Based on our analysis, the utility of RIN in assessing quality when samples undergo freeze-thaw is questionable. The non-uniformity in mRNA degradation46–49 due to freeze-thaw sheds light on these challenges, since RIN cannot quantify quality at the individual gene level23. This is reflected in the fact that samples with RIN > 8 demonstrate degradation32. Furthermore, results assessing the effect of freeze-thaw cycles on RIN are inconclusive. While some studies claim RIN can be used to account for degradation effects in RNA-Seq16, others suggest it does not sufficiently capture the effects of degradation on sample quality26,28. When directly observing the effect of freeze-thaw on RIN, studies have found a negligible effect12 or can only detect an effect after numerous cycles27,50.
As such, we re-examined the utility of RIN as a measure of sample quality in relation to our noise estimation of random reads per sample23. We found that while noise increases with both decreasing RIN and increasing freeze-thaw, RIN may be an insufficient indicator of quality for samples that have undergone two or more freeze-thaws. Given these results, RIN may not always be a good metric to quantify the difference between technical replicates that have undergone variable sample handling17,26−28. We validate noise by confirming that it does not change with input RNA concentration, excepting outliers (Fig. S12). Therefore, in the future, noise could be a useful supplement to RIN when technical replicates are present.
The fact that our predicted decrease in similarity due to freeze-thaw does not change when incorporating RIN into our model further indicates that RIN alone cannot capture the changes in sample quality due to freeze-thaw.

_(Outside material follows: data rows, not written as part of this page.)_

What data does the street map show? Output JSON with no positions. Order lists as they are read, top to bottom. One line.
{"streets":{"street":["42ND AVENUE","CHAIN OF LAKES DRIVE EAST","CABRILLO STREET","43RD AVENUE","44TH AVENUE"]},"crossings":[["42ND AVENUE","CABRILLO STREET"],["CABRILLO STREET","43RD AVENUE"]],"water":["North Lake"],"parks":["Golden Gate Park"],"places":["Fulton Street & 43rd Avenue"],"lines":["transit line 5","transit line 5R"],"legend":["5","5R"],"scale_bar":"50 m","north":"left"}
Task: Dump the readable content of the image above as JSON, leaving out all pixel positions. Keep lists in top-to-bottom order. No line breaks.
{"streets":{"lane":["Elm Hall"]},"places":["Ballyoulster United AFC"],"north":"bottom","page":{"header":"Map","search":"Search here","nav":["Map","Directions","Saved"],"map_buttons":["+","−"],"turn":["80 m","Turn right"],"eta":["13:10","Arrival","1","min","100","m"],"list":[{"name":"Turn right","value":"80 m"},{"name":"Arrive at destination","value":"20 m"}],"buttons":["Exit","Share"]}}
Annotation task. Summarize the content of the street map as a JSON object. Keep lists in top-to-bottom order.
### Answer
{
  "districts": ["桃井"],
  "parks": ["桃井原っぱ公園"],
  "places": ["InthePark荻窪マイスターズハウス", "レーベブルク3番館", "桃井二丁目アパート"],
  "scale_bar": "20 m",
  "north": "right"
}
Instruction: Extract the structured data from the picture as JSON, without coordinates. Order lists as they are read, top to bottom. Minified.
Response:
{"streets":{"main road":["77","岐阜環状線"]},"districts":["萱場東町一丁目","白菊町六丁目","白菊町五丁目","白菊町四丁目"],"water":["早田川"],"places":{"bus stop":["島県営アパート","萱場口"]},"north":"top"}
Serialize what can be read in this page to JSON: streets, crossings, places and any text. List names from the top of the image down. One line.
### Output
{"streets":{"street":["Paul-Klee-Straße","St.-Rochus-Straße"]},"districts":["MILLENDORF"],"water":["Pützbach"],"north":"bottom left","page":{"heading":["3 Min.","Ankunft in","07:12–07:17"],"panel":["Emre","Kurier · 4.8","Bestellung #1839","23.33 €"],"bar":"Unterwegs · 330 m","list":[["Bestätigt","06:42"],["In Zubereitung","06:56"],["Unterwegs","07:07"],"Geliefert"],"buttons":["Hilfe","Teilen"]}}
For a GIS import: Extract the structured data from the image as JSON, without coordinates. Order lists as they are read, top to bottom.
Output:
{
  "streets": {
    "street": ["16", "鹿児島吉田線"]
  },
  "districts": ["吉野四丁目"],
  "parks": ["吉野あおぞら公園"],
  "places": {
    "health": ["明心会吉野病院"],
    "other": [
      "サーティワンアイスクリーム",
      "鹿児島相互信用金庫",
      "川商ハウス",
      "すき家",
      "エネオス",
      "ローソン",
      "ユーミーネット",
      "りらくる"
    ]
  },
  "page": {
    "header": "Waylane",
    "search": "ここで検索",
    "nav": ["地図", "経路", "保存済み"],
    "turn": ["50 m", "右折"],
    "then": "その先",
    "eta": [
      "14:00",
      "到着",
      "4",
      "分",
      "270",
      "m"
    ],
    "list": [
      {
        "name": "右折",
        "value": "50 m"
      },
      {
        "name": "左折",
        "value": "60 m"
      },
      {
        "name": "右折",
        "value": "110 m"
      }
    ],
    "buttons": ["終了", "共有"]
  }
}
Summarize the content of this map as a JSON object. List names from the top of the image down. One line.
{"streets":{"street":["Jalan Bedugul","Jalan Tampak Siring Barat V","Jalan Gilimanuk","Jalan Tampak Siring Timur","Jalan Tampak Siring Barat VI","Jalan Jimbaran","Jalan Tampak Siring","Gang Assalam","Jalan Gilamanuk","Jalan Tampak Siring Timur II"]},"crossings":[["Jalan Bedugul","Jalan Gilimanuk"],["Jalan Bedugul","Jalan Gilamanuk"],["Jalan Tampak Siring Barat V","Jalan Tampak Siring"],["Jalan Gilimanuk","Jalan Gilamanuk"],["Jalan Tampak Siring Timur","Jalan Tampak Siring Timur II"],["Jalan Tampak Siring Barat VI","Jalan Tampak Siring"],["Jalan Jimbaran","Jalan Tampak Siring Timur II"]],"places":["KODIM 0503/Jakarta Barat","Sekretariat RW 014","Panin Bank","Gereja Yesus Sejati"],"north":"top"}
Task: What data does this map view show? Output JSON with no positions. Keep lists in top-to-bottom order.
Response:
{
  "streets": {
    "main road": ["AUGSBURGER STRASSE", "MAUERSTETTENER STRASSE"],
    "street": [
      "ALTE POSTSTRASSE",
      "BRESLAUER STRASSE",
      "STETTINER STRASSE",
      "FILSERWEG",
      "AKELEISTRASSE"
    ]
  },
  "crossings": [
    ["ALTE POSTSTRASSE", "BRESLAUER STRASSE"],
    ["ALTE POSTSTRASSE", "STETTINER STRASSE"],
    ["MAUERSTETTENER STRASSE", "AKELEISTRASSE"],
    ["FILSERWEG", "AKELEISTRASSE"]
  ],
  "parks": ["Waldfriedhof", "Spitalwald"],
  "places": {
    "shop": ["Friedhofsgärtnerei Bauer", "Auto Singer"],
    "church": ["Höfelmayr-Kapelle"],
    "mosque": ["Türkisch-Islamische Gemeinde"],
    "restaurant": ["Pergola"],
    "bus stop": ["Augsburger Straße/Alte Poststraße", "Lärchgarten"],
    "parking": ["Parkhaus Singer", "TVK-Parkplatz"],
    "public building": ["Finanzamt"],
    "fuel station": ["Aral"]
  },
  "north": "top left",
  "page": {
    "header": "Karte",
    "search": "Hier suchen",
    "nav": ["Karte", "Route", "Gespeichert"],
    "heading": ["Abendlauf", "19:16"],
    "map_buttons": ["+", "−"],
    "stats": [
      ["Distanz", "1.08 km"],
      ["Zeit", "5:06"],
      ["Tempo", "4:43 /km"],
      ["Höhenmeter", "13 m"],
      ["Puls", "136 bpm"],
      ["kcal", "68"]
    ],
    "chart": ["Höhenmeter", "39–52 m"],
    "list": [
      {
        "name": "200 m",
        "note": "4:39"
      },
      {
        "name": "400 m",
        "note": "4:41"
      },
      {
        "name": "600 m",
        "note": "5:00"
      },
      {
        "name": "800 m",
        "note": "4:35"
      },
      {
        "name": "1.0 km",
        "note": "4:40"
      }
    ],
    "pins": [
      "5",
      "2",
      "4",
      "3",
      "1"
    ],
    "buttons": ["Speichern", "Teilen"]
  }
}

Despite this, RIN is a good indicator of sample quality, if not specifically for freeze-thaw. This is reflected in the fact that RIN validates our expectations for DE reproducibility analysis and the comparable range of noise, similarity, and discordance values between freeze-thaw and RIN assessments.
Finally, to confirm our expectation that freeze-thaw decreases sample quality18–22 and to further characterize the underlying mechanism, we validated the presence of a 3’ bias in coverage. This builds on our and others’ observations that a lower percentage of poly(A)-enriched transcripts are covered42. We compared coverage to ribosome depleted RNA-Seq data, which does not use 3’ hybridization to retain transcripts. We find that poly(A)-enrichment does in fact introduce a strong 3’ bias in coverage as compared to ribosome depletion. This bias is further exacerbated with additional freeze-thaw cycles in poly(A)-enriched but not ribosome depleted samples. This implies that degradation due to freeze-thaw does not impact RNA-sequencing of ribosome depleted samples to the extent that it does in poly(A)-enriched samples. In light of our demonstrations that 3' bias is associated with a substantial increase in noise and a decrease in DE reproducibility, these findings suggest that RNA-seq from samples that have both been poly(A)-extracted and undergone freeze-thaw cycles likely has unknown, diminished stability. While not all studies have technical replicates to estimate noise, the presence of exaggerated 3’ bias when poly(A)-extraction is combined with freeze-thaw can be a simple indicator of RNA-seq distortion.